___ RECORDS FOR THIS EXERCISE ___

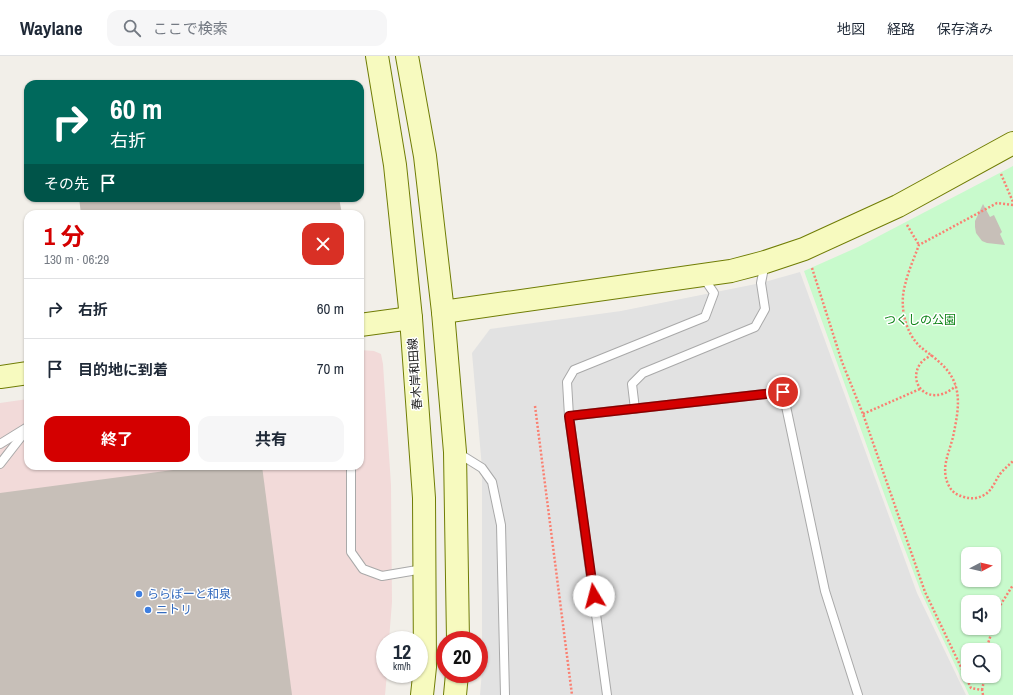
<!DOCTYPE html>
<html lang="ja">
<meta charset="utf-8">
<style>
body{margin:0;font-family:"Archivo Narrow","Noto Sans JP",sans-serif;background:#f6f6f7;color:#1f2937;height:100vh;display:flex;flex-direction:column;font-size:15px;white-space:nowrap}
*{box-sizing:border-box;margin:0}
p{font-size:13px;color:#747a83}
.icon{flex:none;width:22px;height:22px;fill:none;stroke:currentColor;stroke-width:2;stroke-linecap:round;stroke-linejoin:round}
.map{position:relative;flex:1;overflow:hidden}
.drawer{position:absolute;left:24px;top:154px;width:340px;height:260px;display:flex;flex-direction:column;background:#fff;border-radius:12px;box-shadow:0 1px 3px #0004}
.drawer>*{flex:none}
.banner{position:absolute;left:24px;top:24px;width:340px;height:122px;border-radius:12px;box-shadow:0 1px 3px #0004;background:#00695c;color:#fff;overflow:hidden}
.needle{width:26px;rotate:83deg}
.fabs{position:absolute;left:961px;top:491px;display:grid;gap:8px}
.fabs a{display:grid;place-items:center;width:40px;height:40px;border-radius:8px;background:#fff;box-shadow:0 1px 3px #0004;font-size:20px}
.speed{position:absolute;left:376px;top:575px;display:flex;gap:8px;font-size:20px;font-weight:700;text-align:center}
.speed>*{display:grid;place-content:center;width:52px;height:52px;border-radius:50%;background:#fff;box-shadow:0 1px 3px #0004;line-height:1}
.speed small{font-size:10px;font-weight:400}
.speed .limit{border:6px solid #d22;background:#fff;color:#111}
.pin{position:absolute;display:grid;place-items:center;width:34px;height:34px;color:#fff;margin:-17px;border:2px solid #fff;border-radius:50%;box-shadow:0 1px 4px #0007}
.me{position:absolute;width:44px;margin:-22px;rotate:352deg;stroke-linejoin:round;filter:drop-shadow(0 0 3px #0008)}
.turn{display:flex;align-items:center;gap:14px;height:84px;padding:0 20px;font-size:18px}
.turn .icon{width:52px;height:52px;stroke-width:2.5}
.turn b{display:block;font-size:28px;line-height:34px}
.then{display:flex;align-items:center;height:38px;padding:0 20px;background:#0003;gap:8px;font-size:15px}
.round{display:grid;place-items:center;flex:none;width:42px;height:42px;border-radius:12px;background:#f6f6f7}
.headline{display:flex;align-items:center;justify-content:space-between;height:68px;padding:0 20px}
h1{font-size:24px;font-weight:700;line-height:30px;color:#d40000}
.cta{display:flex;gap:8px;margin-top:auto;padding:8px 20px}
.cta a{flex:1;height:46px;border-radius:12px;background:#d40000;color:#fff;font-size:16px;font-weight:700;line-height:46px;text-align:center}
.cta a+a{background:#f6f6f7;color:#1f2937}
ul{padding:0;list-style:none}
li{display:flex;align-items:center;gap:12px;height:60px;padding:0 20px;border-top:1px solid #e0e1e3}
li div{flex:1}
li b{display:block;font-size:15px}
li em{font-style:normal}
header{display:flex;align-items:center;gap:24px;box-sizing:border-box;height:56px;padding:0 20px;background:#fff;border-bottom:1px solid #e0e1e3}
header strong{font-size:19px}
nav{display:flex;gap:22px;margin-inline-start:auto;font-size:14px}
.search{width:280px;height:36px;background:#f6f6f7;display:flex;align-items:center;gap:10px;box-sizing:border-box;padding:0 14px;border-radius:12px;color:#747a83;font-size:15px}
.map>svg:first-child{display:block}
.commercial{fill:#f2dad9}
.park{fill:#c8facc;fill-rule:evenodd}
.parking{fill:#e2e2e2}
.building{fill:#c7bfb8}
.lines{fill:none;stroke-linecap:round;stroke-linejoin:round}
.lane-casing{stroke:#a9a9a9;stroke-width:10}
.secondary-casing{stroke:#707d05;stroke-width:24}
.path{stroke:#fa8072;stroke-width:2.5;stroke-dasharray:2 2;stroke-linecap:butt}
.lane{stroke:#fff;stroke-width:8}
.secondary{stroke:#f7fabf;stroke-width:22}
.route-casing{stroke:#8a0000;stroke-width:10}
.route{stroke:#d40000;stroke-width:7}
.shop-dot{fill:#3f7fe0;stroke:#fff;stroke-width:1.5}
.labels{text-anchor:middle;dominant-baseline:central;stroke-width:3;stroke-linejoin:round;paint-order:stroke}
.park-label{font-size:12px;fill:#0c8416;stroke:#fff}
.street-label{font-size:12px;fill:#222;stroke:#fff}
.shop-label{font-size:12px;fill:#366cbe;stroke:#fff;text-anchor:start}
</style>
<header>
<strong>Waylane</strong>
<div class="search"><svg class="icon" aria-label="search" viewBox="0 0 24 24"><circle cx="10" cy="10" r="6"/><path d="M15 15l6 6"/></svg>ここで検索</div>
<nav><a>地図</a><a>経路</a><a>保存済み</a></nav>
</header>
<div class="map">
<svg width="1013" height="639" viewBox="0 0 1013 639">
<rect width="100%" height="100%" fill="#f2efe9"/>
<polygon class="commercial" points="360,294 374,295 381,298 383,308 391,429 392,546 389,584 385,584 385,618 387,618 385,639 0,639 0,347 28,343 28,410 360,410"/>
<path class="park" d="M1013,110V639H969L921,536L887,446L804,215L858,191ZM968,498H994V524H968ZM968,546H994V572H968ZM968,594H994V620H968Z"/>
<polygon class="parking" points="800,216 917,537 966,639 480,639 482,615 482,412 472,297 490,273 621,255 761,227"/>
<g class="building">
<polygon points="79,142 339,142 342,158 81,158"/>
<polygon points="983,148 990,161 994,159 1002,176 1000,178 1005,189 987,187 982,185 976,177 975,171 975,165"/>
<polygon points="203,410 262,410 292,639 0,639 0,437"/>
</g>
<g class="lines">
<defs>
<g id="lane">
<polyline points="635,353 632,328 643,317 755,271 765,253 761,227 765,207"/>
<polyline points="569,360 567,326 574,314 705,261 714,237 703,221"/>
<polyline points="0,388 26,372"/>
<polyline points="458,397 482,412 492,426 501,469 505,639"/>
<polyline points="0,408 28,372"/>
<polyline points="351,410 351,496 363,513 382,520 423,513"/>
<polyline points="607,639 569,360 783,336 825,535 858,639"/>
</g>
<g id="secondary">
<polyline points="377,0 395,109 411,262 424,442 425,611 422,639"/>
<polyline points="407,0 425,100 443,256 455,396 458,584"/>
<polyline points="443,256 731,215 765,206 804,193 898,150 1013,87"/>
<polyline points="360,269 411,262"/>
<polyline points="0,321 28,317"/>
<polyline points="455,639 457,618"/>
</g>
</defs>
<use href="#lane" class="lane-casing"/>
<use href="#secondary" class="secondary-casing"/>
<g class="path">
<polyline points="1001,118 1013,146"/>
<path d="M1013,149L997,147L919,189C914,202 908,216 905,229C899,250 905,279 923,293C936,303 951,313 956,331C960,346 957,361 954,376C951,394 940,410 948,428C951,435 956,439 964,441C971,443 977,443 984,439C992,435 995,425 1000,418C1004,413 1009,409 1013,405"/>
<polyline points="907,169 919,189"/>
<polyline points="812,212 842,306 863,358 925,536 971,632 982,634 983,639"/>
<path d="M932,299C928,301 923,304 920,308C909,325 923,344 942,338C947,337 952,333 956,330"/>
<polyline points="535,350 572,639"/>
<polyline points="863,358 920,333"/>
<polyline points="994,568 1001,548 1013,529"/>
<polyline points="986,594 993,572"/>
<polyline points="982,634 985,620"/>
</g>
<use href="#lane" class="lane"/>
<use href="#secondary" class="secondary"/>
</g>
<g class="lines">
<defs>
<polyline id="route" points="594,540 569,360 783,336"/>
</defs>
<use href="#route" class="route-casing"/>
<use href="#route" class="route"/>
</g>
<g class="shop-dot">
<circle cx="139" cy="538" r="4"/>
<circle cx="148" cy="554" r="4"/>
</g>
<g class="labels">
<g class="park-label">
<text x="920" y="264">つくしの公園</text>
</g>
<g class="street-label">
<text transform="translate(415 318) rotate(-94)">春木岸和田線</text>
</g>
<g class="shop-label">
<text x="147" y="538">ららぽーと和泉</text>
<text x="156" y="554">ニトリ</text>
</g>
</g>
</svg>
<div class="fabs">
<a><svg class="needle" viewBox="-14 -14 28 28"><path d="M0-13l5 13h-10z" fill="#e53935"/><path d="M0 13l5-13h-10z" fill="#747a83"/></svg></a>
<a><svg class="icon" aria-label="sound" viewBox="0 0 24 24"><path d="M4 9h4l5-4v14l-5-4H4zM17 9q2 3 0 6"/></svg></a>
<a><svg class="icon" aria-label="search" viewBox="0 0 24 24"><circle cx="10" cy="10" r="6"/><path d="M15 15l6 6"/></svg></a>
</div>
<div class="speed"><div>12<small>km/h</small></div><div class="limit">20</div></div>
<div class="pin" style="left:783px;top:336px;background:#d93025"><svg class="icon" aria-label="arrive" viewBox="0 0 24 24"><path d="M6 21V4h12l-3 4 3 4H6"/></svg></div>
<svg class="me" style="left:594px;top:540px" viewBox="-20 -20 40 40"><circle r="19" fill="#fff"/><path d="M0-13L10 11 0 6-10 11z" fill="#d40000"/></svg>
<div class="banner">
<div class="turn"><svg class="icon" aria-label="right" viewBox="0 0 24 24"><path d="M7 20v-9h11M14 6l5 5-5 5"/></svg><div><b>60 m</b>右折</div></div>
<div class="then">その先<svg class="icon" aria-label="arrive" viewBox="0 0 24 24"><path d="M6 21V4h12l-3 4 3 4H6"/></svg></div>
</div>
<section class="drawer">
<div class="headline"><div><h1>1 分</h1><p>130 m · 06:29</p></div><a class="round" style="background:#d93025;color:#fff"><svg class="icon" aria-label="close" viewBox="0 0 24 24"><path d="M6 6l12 12M18 6L6 18"/></svg></a></div>
<ul>
<li><svg class="icon" aria-label="right" viewBox="0 0 24 24"><path d="M7 20v-9h11M14 6l5 5-5 5"/></svg><div><b>右折</b></div><em>60 m</em></li>
<li><svg class="icon" aria-label="arrive" viewBox="0 0 24 24"><path d="M6 21V4h12l-3 4 3 4H6"/></svg><div><b>目的地に到着</b></div><em>70 m</em></li>
</ul>
<div class="cta"><a>終了</a><a>共有</a></div>
</section>
</div>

___

Only the lines with the string "arrive" are wanted; pick them out of the records above and copy them.

<div class="pin" style="left:783px;top:336px;background:#d93025"><svg class="icon" aria-label="arrive" viewBox="0 0 24 24"><path d="M6 21V4h12l-3 4 3 4H6"/></svg></div>
<div class="then">その先<svg class="icon" aria-label="arrive" viewBox="0 0 24 24"><path d="M6 21V4h12l-3 4 3 4H6"/></svg></div>
<li><svg class="icon" aria-label="arrive" viewBox="0 0 24 24"><path d="M6 21V4h12l-3 4 3 4H6"/></svg><div><b>目的地に到着</b></div><em>70 m</em></li>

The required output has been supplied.